Collected data
....
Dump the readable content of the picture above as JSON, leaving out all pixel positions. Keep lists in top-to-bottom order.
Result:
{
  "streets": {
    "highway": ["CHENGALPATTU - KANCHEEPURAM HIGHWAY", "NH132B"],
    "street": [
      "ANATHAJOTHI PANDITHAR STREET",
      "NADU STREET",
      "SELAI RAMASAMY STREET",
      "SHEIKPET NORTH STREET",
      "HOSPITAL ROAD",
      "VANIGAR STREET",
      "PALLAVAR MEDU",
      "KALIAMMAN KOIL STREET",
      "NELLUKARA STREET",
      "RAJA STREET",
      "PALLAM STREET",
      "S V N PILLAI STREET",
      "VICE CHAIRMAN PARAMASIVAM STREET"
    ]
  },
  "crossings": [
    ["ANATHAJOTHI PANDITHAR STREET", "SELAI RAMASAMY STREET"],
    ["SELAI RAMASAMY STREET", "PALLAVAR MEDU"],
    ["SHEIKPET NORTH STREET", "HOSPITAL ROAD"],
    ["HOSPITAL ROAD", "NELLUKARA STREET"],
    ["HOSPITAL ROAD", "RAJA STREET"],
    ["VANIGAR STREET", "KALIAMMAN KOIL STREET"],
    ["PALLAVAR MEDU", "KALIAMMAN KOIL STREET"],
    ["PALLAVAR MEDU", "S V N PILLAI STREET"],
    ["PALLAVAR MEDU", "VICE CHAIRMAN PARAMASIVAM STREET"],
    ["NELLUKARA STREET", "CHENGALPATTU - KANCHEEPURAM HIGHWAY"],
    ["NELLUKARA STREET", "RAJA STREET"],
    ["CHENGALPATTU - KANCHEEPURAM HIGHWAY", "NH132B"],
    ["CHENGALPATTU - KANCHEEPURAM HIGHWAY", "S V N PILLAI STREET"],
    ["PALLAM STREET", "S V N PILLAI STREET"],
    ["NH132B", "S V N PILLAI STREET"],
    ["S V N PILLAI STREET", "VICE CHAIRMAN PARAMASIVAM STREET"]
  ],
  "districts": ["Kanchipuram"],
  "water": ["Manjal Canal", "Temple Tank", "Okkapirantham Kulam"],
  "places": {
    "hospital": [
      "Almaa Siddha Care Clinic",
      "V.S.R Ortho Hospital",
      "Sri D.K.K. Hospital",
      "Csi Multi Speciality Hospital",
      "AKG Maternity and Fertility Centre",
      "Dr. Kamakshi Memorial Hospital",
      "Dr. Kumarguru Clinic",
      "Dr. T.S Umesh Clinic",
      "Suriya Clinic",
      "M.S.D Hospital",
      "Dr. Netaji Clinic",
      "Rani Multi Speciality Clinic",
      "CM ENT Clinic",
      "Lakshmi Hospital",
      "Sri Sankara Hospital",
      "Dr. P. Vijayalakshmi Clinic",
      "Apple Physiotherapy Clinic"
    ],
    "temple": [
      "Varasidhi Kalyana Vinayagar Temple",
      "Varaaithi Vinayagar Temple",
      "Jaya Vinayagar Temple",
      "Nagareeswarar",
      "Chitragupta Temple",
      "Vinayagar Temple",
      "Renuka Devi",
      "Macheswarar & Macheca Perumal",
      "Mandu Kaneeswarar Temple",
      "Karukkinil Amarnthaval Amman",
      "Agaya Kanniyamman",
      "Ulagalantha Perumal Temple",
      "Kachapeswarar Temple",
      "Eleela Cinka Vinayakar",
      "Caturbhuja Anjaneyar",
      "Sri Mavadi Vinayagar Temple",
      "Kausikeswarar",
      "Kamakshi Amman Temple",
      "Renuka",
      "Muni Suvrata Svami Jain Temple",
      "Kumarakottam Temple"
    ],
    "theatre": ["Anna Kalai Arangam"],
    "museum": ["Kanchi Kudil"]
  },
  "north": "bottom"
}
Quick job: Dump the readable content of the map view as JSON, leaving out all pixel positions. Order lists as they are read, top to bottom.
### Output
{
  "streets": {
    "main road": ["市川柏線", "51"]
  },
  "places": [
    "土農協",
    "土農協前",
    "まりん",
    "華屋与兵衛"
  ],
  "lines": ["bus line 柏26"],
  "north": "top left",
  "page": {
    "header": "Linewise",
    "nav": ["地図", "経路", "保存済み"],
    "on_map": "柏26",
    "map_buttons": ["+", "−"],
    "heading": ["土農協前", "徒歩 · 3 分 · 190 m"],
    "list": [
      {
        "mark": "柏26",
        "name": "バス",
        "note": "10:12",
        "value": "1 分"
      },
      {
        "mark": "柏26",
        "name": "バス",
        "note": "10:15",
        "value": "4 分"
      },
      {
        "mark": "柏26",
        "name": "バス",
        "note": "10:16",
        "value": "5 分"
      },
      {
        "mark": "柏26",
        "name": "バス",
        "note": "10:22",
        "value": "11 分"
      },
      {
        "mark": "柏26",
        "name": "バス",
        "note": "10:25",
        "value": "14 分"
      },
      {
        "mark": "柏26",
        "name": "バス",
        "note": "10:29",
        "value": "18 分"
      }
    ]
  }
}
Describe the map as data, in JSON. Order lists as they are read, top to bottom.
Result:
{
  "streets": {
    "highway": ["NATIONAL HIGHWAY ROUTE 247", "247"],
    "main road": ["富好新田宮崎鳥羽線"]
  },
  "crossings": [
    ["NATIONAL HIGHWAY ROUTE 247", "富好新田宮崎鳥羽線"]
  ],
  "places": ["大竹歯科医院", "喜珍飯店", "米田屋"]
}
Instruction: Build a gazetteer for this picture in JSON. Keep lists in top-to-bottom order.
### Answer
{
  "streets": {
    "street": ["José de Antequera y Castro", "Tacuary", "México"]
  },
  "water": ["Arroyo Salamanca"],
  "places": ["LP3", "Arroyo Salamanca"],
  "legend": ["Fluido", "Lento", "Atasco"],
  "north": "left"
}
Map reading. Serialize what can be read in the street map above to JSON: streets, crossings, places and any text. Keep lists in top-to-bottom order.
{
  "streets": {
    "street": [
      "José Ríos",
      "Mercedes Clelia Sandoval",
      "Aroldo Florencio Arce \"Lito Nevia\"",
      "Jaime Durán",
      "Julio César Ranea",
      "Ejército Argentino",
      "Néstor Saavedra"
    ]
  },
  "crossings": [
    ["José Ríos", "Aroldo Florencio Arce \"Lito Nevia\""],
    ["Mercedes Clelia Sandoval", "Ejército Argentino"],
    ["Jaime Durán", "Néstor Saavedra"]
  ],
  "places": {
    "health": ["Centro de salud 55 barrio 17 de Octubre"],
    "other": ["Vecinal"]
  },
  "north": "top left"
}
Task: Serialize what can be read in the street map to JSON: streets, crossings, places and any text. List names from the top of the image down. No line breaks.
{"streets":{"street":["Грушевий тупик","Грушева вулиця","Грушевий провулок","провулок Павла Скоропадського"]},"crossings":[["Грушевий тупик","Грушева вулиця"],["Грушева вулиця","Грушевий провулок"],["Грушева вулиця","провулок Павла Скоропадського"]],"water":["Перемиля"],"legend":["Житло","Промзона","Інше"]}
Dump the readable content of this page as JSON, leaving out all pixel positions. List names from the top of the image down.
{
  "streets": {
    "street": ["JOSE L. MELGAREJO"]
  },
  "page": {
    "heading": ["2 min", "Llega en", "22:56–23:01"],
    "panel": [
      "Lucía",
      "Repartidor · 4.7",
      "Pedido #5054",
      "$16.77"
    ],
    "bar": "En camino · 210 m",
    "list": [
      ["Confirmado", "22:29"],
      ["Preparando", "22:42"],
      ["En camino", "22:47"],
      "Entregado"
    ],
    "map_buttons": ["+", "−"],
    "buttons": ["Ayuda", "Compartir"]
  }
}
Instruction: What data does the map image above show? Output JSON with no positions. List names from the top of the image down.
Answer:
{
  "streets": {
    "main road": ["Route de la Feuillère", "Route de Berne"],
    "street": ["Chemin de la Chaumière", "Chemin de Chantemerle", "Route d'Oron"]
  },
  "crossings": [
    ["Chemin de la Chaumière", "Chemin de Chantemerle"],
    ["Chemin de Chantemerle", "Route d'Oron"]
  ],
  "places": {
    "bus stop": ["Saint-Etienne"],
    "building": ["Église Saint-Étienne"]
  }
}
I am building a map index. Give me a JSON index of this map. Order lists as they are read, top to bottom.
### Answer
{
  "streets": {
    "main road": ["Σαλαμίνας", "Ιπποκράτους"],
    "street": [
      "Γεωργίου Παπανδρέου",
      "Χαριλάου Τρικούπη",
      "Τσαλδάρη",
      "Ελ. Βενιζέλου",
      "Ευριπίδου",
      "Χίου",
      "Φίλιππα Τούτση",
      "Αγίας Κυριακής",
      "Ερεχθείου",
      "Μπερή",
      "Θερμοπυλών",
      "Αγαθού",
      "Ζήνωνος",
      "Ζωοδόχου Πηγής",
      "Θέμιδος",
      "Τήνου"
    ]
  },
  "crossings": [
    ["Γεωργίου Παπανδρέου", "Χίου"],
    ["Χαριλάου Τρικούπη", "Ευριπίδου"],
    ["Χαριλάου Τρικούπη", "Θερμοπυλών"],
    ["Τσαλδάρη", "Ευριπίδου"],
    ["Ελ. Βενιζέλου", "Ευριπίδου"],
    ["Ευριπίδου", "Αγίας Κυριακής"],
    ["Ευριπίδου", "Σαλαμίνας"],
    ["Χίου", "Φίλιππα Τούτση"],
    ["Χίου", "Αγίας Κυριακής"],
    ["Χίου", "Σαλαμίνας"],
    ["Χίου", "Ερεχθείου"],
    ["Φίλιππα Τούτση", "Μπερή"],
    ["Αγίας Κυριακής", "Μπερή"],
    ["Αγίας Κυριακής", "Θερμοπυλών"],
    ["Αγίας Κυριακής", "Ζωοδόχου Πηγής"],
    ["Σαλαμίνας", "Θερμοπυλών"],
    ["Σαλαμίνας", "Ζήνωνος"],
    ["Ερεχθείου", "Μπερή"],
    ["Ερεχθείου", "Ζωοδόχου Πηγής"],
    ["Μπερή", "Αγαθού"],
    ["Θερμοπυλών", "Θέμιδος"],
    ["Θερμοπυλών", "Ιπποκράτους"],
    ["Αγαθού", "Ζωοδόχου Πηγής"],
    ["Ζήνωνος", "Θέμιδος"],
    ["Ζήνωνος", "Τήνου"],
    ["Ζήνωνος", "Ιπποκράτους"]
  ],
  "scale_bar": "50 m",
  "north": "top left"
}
....
→ **Task description**: Copy each line from the records above that includes the string "Arce".

→ **Response to the exercise**:
      "Aroldo Florencio Arce \"Lito Nevia\"",
    ["José Ríos", "Aroldo Florencio Arce \"Lito Nevia\""],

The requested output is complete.